Recalling that moment the next day, puffing on his trademark cigar in the tiny, dungeonlike storage room under Yankee Stadium that has become his enclave, McKeon said, "That's when it sank in, that a lifelong dream is a reality. The Lord looked down on me and said, 'He's worked hard. Let's give the old man one more chance.' "
As usual, a twinkle in his eye was visible through the smoke. In May, McKeon left retirement and his grandkids in North Carolina, putting on a plaid sport coat, plaid shirt and polka-dot tie to interview for the Marlins' manager's job. Then he turned around a 16-22 team that was a 150-to-1 shot to win the World Series. Not bad for a guy who's older than the ground-rule double.
Billiards has hustlers, golf has sand-baggers and baseball has the Marlins. They may have a payroll that's less than one third of the Yankees', they may have attracted fewer fans than every team but the Expos and the Devil Rays ("Buffet Night they get a lot of fans," said Williams), but the Marlins did fashion the best record in baseball after May 23. They did so with a well-aged style of baseball.

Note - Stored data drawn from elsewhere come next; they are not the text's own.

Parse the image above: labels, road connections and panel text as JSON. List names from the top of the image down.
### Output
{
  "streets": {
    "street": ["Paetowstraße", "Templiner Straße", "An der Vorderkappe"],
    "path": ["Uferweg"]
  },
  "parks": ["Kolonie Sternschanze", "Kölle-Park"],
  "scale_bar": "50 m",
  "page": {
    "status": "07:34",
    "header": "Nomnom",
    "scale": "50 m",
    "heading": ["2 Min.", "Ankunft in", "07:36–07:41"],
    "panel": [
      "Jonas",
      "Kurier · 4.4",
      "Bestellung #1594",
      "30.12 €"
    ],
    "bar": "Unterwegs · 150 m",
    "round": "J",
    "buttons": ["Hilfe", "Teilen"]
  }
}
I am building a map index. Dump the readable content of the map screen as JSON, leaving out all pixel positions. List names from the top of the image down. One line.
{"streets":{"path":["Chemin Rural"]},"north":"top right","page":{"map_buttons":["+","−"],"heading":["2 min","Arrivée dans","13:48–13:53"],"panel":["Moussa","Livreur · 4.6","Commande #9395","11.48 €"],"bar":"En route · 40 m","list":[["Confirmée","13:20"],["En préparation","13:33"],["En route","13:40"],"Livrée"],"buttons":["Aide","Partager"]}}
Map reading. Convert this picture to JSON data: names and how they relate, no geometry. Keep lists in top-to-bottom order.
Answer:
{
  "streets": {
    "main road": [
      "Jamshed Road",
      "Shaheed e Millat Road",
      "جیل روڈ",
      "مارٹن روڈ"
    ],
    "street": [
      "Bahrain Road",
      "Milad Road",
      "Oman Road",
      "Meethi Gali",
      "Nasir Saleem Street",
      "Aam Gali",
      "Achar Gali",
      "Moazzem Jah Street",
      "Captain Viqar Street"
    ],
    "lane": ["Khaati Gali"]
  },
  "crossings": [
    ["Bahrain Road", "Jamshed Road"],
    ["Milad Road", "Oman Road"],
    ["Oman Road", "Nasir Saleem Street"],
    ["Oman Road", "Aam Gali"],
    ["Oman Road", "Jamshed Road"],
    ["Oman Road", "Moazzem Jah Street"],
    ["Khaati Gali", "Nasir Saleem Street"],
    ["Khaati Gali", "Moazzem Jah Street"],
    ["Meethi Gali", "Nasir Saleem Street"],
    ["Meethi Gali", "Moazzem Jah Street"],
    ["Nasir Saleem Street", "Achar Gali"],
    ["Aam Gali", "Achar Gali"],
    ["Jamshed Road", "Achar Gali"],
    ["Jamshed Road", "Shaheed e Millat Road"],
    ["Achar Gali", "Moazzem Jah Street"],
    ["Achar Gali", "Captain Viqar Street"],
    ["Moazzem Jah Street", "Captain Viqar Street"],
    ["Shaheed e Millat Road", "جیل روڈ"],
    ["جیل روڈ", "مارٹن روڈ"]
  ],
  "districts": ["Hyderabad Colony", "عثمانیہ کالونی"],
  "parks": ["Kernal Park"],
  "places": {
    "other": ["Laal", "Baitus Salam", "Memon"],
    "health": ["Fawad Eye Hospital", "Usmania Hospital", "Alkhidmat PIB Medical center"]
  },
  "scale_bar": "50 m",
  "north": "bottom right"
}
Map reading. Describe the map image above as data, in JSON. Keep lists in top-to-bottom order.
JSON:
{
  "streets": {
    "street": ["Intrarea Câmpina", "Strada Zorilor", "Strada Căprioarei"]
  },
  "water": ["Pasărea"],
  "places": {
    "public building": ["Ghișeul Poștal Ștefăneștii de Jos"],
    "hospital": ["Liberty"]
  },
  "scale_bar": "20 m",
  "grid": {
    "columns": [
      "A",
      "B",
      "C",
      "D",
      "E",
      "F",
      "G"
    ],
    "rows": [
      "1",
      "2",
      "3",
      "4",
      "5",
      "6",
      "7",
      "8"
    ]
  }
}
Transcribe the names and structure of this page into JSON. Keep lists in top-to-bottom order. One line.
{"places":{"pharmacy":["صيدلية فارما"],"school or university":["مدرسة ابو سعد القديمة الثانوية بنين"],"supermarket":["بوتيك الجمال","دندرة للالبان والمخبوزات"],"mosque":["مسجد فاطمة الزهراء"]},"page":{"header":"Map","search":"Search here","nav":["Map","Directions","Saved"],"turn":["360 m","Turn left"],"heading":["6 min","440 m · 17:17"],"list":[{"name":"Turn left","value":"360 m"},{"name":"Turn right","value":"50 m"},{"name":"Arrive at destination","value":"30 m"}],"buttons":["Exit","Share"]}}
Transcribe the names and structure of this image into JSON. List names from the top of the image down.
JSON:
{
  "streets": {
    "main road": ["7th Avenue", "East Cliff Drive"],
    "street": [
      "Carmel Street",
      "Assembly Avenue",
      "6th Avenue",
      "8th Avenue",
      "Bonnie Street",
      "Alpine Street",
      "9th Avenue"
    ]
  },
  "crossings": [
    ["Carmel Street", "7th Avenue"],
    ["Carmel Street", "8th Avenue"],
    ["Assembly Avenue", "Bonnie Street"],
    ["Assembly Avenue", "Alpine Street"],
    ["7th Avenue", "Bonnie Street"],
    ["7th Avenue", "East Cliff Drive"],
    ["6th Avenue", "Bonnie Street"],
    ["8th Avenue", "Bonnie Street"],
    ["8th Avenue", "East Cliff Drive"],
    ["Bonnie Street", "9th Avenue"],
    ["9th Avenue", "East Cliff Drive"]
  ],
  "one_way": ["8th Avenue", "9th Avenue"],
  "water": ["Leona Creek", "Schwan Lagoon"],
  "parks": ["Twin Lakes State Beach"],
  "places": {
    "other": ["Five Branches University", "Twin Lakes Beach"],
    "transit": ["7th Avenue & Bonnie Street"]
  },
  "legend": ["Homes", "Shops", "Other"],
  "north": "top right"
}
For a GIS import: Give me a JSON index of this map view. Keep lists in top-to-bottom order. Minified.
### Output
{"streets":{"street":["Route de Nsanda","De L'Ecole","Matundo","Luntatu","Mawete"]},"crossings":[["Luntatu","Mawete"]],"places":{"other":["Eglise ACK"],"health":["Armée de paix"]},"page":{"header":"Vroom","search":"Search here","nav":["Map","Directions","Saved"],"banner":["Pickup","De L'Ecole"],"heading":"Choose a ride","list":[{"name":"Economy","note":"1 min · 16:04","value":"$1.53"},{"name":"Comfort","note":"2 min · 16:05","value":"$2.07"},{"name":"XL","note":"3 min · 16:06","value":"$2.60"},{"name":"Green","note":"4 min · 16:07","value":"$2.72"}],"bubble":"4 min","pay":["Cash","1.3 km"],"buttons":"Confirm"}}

"We haven't played a team quite like them all year," Yankees pitcher Mike Mussina said on Sunday after New York won Game 2,6-1, behind Andy Pettitte, the first lefthanded starter to beat Florida since Aug. 11. "They're a throwback National League team."
With table setters Juan Pierre and Luis Castillo at the top of the order, the Marlins are a free-swinging athletic team that relies on making contact, bunting, stealing bases and defense—the antithesis of the best-selling doctrine of youngblood general managers such as the Oakland A's Billy Beane and Boston's Theo Epstein. Under a manager who's older than air-conditioned trains, Florida is trying to become the first team since the '65 Dodgers to win the World Series after leading the majors in stolen bases.